The Master and Margarita by Andrzej Klimowski and Danusia Schejbal
12/05/08, The Times
Censorship by the State resulted in Mikhail Bulgakov’s jetblack, wild and hilariously subversive novel, The Master and Margarita, being first published in 1966, twenty-six years after its author’s death. This story about Satan’s visit to Moscow, accompanied by a cigar-smoking cat, Behemoth, and a smaller devil, Azazello, to wreak absolute havoc everywhere runs alongside the story of the eponymous heroes: a writer, the Master, engaged in work on a radical retelling of the Cricifixion story with Pontius Pilate as the main character, and his lover, Margarita, who has utmost faith in this work, which has attracted such vicious criticism from all quarters that it has all but broken the Master. As the stories intertwine, it becomes clear that Satan has an ingenious, transtemporal plan up his sleeve for the lovers.

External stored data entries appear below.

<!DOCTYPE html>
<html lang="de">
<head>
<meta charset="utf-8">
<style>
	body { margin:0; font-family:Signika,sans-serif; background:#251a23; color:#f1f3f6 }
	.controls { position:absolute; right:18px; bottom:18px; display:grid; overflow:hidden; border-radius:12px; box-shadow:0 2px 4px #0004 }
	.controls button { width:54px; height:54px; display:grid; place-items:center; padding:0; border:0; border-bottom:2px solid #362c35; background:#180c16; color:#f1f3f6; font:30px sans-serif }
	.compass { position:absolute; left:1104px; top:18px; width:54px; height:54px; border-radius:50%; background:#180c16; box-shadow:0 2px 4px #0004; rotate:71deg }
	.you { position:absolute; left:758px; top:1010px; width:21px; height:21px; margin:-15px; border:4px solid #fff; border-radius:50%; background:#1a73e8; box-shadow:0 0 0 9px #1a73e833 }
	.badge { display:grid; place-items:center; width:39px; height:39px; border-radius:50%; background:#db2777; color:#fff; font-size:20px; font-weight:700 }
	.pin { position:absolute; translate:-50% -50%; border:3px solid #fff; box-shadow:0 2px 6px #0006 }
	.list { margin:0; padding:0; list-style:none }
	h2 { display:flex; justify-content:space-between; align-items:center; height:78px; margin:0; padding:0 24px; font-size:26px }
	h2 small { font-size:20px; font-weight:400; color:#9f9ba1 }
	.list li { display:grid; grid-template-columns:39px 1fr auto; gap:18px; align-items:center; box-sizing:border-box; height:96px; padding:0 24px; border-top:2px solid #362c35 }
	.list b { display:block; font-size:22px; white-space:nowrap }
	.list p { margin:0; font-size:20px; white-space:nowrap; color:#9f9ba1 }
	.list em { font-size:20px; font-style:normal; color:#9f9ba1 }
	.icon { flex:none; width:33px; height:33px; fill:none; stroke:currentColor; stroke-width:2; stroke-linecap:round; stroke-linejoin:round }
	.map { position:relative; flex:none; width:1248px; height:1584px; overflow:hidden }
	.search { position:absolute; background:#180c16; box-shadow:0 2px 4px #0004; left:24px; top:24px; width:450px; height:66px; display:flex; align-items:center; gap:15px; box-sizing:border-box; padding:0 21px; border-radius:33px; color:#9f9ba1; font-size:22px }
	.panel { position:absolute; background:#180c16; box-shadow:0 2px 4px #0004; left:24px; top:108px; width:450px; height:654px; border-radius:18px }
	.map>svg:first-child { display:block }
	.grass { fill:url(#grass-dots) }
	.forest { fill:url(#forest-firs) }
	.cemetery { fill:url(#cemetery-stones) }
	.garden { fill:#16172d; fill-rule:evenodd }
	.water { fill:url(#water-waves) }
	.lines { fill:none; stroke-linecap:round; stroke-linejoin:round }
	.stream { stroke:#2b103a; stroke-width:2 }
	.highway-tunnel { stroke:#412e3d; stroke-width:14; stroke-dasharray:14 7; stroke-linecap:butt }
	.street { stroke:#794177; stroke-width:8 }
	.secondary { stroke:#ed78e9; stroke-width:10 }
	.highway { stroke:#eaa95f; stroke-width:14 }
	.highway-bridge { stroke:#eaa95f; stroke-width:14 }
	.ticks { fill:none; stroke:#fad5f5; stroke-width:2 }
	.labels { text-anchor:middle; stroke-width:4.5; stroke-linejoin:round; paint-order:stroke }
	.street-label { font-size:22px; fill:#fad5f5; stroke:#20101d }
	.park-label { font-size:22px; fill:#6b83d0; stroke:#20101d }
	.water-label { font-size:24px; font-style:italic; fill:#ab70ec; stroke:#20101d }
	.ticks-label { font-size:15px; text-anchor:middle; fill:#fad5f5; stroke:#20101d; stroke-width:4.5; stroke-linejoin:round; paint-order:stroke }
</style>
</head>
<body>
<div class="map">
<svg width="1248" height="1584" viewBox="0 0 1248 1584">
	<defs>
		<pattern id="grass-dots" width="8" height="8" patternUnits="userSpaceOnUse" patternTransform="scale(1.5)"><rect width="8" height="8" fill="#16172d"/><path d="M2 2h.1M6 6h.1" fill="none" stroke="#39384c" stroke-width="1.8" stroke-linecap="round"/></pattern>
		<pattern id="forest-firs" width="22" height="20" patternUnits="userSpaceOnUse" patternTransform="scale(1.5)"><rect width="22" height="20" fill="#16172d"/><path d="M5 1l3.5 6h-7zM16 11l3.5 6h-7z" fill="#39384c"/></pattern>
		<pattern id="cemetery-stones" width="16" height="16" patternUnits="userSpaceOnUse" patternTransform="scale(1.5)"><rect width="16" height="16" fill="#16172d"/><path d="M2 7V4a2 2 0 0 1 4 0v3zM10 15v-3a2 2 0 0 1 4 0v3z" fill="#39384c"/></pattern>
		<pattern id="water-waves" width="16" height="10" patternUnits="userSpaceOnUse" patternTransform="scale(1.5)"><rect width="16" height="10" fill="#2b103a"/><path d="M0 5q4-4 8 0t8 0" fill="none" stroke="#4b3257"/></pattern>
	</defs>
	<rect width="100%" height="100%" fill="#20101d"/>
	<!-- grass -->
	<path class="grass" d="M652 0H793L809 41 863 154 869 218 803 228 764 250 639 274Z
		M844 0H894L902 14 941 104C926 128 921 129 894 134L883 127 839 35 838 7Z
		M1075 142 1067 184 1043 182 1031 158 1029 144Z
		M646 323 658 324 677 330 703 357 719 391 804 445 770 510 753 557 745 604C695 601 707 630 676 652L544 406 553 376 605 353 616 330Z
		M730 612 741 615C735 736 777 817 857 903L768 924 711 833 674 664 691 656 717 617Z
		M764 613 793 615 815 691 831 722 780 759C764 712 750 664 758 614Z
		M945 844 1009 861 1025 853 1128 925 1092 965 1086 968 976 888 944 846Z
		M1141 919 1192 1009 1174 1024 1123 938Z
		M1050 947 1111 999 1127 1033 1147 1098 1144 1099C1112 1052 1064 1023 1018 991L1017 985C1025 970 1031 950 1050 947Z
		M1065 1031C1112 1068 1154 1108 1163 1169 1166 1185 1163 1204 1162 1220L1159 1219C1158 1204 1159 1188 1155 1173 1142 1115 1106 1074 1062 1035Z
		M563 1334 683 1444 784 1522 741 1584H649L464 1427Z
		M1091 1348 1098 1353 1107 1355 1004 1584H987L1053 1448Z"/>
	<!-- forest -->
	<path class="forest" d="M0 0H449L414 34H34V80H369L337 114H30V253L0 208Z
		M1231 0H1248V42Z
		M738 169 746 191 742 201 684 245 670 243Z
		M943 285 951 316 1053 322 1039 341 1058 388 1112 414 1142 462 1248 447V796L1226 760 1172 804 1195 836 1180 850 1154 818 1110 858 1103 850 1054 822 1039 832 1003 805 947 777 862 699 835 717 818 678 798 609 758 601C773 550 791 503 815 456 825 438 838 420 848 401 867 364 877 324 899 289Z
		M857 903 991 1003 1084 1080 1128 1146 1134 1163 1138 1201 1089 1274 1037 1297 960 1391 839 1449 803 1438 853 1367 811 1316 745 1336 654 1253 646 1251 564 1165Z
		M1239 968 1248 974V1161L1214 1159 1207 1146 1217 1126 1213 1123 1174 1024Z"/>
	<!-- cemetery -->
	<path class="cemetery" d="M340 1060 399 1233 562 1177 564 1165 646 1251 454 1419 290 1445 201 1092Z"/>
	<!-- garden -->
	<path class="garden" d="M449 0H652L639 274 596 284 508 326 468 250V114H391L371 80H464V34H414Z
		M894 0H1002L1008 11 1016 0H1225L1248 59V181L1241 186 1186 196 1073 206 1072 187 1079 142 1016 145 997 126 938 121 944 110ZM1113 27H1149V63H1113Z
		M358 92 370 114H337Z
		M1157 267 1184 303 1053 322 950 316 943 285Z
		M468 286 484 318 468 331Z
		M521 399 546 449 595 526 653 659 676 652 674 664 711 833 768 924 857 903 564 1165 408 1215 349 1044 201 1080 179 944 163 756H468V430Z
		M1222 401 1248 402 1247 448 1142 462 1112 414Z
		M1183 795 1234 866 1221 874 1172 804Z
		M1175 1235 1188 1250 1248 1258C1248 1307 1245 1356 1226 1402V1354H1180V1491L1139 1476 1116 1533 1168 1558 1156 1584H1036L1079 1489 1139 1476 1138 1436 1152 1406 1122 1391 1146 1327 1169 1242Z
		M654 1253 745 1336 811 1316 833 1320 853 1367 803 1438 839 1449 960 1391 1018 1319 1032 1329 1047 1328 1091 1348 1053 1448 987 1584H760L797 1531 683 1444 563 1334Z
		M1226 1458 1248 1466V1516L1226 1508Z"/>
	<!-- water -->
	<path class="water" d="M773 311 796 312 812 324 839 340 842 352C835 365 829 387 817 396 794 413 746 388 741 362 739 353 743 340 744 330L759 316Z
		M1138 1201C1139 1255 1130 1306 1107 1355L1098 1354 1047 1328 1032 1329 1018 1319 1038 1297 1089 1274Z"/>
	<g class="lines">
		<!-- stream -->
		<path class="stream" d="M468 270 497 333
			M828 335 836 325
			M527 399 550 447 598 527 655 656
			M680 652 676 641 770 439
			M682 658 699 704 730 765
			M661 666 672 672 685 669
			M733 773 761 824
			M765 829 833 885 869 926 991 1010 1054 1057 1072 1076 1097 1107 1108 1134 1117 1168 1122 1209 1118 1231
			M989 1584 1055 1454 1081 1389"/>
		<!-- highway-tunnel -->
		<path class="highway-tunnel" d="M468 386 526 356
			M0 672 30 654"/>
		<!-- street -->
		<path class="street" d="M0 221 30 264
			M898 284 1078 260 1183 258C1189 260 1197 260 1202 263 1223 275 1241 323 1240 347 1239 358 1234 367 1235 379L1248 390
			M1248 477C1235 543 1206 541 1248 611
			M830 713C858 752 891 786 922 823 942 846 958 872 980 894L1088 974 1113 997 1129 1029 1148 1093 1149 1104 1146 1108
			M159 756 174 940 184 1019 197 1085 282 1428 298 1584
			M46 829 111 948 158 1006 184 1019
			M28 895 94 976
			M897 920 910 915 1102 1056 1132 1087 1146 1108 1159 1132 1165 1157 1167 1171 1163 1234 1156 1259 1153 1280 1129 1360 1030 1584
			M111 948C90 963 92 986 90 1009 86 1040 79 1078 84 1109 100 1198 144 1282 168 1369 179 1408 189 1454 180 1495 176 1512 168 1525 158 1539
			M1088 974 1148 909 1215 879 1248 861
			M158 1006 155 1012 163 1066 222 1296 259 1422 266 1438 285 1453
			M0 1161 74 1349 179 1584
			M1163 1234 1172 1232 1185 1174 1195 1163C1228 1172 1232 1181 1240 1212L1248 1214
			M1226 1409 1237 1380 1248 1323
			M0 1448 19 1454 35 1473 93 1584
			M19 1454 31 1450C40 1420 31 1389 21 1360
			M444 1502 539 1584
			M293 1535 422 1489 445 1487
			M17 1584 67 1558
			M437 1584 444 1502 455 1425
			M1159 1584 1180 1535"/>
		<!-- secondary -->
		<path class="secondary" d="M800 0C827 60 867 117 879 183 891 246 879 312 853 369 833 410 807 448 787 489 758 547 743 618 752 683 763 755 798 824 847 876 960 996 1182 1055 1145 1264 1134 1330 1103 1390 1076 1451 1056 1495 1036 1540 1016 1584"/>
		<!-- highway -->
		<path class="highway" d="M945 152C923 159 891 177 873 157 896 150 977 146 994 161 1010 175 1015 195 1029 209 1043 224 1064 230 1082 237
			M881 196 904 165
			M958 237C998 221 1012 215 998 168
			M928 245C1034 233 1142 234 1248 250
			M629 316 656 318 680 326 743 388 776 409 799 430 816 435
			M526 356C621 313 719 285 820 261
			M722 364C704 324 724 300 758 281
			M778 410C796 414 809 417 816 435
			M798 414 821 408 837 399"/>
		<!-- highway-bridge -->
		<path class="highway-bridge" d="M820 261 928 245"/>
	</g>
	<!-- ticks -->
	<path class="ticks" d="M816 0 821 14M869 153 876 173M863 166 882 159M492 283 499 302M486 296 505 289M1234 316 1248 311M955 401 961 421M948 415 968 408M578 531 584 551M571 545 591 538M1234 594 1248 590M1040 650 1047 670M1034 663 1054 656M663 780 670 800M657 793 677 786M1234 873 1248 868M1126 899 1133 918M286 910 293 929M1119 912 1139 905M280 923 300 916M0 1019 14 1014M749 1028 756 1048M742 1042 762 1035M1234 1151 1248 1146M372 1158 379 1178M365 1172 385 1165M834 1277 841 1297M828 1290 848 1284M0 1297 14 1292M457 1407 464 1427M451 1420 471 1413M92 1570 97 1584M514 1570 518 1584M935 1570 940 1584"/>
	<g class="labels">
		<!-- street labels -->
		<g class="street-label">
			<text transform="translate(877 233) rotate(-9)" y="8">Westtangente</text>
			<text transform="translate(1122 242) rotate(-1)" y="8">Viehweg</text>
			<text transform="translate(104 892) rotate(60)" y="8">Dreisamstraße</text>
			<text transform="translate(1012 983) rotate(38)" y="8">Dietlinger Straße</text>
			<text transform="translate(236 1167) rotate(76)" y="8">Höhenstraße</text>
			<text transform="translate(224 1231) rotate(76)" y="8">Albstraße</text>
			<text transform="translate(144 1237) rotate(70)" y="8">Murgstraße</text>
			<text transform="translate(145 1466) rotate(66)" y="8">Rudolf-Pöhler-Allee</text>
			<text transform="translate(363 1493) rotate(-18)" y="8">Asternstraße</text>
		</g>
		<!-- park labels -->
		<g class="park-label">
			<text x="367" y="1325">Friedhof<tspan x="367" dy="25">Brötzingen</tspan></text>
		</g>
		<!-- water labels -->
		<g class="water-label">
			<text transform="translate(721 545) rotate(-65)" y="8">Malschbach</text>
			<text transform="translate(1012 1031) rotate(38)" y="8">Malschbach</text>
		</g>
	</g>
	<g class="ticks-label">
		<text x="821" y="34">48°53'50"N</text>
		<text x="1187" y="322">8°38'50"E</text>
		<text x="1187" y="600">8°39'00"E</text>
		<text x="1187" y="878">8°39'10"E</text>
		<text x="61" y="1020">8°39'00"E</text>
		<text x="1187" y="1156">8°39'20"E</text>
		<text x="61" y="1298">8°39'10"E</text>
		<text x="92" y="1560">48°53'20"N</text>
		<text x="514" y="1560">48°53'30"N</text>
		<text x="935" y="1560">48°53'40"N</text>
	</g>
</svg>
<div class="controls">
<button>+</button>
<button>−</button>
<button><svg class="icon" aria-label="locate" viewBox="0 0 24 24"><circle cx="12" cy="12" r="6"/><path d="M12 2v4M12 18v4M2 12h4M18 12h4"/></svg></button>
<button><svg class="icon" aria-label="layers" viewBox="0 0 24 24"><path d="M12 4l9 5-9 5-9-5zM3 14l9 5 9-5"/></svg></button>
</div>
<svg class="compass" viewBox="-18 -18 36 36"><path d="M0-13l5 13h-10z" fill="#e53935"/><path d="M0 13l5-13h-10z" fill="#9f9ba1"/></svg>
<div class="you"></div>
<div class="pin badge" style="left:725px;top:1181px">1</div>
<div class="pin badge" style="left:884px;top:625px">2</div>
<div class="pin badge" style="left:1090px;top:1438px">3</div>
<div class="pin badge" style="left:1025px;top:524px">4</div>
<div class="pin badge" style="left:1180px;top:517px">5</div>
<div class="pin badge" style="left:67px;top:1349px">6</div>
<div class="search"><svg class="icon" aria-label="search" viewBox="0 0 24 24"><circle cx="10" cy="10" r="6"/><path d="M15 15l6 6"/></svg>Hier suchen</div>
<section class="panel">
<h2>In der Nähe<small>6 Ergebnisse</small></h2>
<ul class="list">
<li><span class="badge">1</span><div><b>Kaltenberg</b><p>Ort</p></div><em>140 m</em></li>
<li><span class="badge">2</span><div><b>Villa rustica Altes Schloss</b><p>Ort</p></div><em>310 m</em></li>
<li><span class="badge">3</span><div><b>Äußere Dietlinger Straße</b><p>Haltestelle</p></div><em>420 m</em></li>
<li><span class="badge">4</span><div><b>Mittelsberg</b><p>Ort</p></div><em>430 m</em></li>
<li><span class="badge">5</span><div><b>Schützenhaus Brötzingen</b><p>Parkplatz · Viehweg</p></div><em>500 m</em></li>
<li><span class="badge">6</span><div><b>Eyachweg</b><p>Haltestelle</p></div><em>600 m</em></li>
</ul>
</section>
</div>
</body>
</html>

One cannot fillet one of the blazing masterpieces of the twentieth century – it is at once a savage anti-Stalinist satire, a love-story, and a rewriting of Matthew’s Gospel, among other things – to a 120-page graphic novel without paying a significant price: Andrzej Klimowski and Danusia Schejbal have been heroic in paying this in order to recast a rather simplified and flattened-out version of the novel in a new form for a new generation of readers. While the contemporary narrative is executed by Klimowski, in pen and ink and watercolour that has the uncluttered, poetic beauty of a black-and-white Bergman film photographed by Sven Nyqvist, the fiction-within-the-fiction sections are done in colour by Schejbal, bold gouache paintings with blue dominating the palette, as if to distill the essence of the Middle East where Christ and Pilate’s story takes place.
But what appears to be a wonderful solution of distinguishing the two strands soon reveals its problems: Klimowski’s art is a quantum leap ahead of Schejbal’s and the effect of moving from his work to hers can be one of shifting attention from Literature to My First Picture Book of the Gospel. The problem is not of wildly diverging talents – Schejbal’s colour sections of Satan’s riotous circus at the Variety Theatre are breathtakingly and allusively stylish, bringing Manet and Toulouse-Lautrec to mind – but inherent in the decision to create a faux-naïve style for the Pilate sections.
Klimowski remains one of the great illustrators of our time and this book takes him to newer territory compared with his earlier, wordless The Secret or The Depository, or the more novelistic Horace Dorlan, for here he seems to be a preternatural master of the graphic novel form in its conventional panels-with-texts-and-images configuration. The Walpurgisnacht sequence before Satan’s ball is drawn with real genius and inspired abandon while his Satan is a creature of fascination with a bilaterally asymmetrical face twisted by a permanent, feral sneer. Depending on which side you’re looking at the face from, it appears either cadaverously attractive or hideously disfigured; the metaphorical heft is made into a visual pun of real panache. Klimowski and Schejbal’s book is a rare work that manages to be both its own thing and a wonderful introduction to Bulgakov’s masterpiece.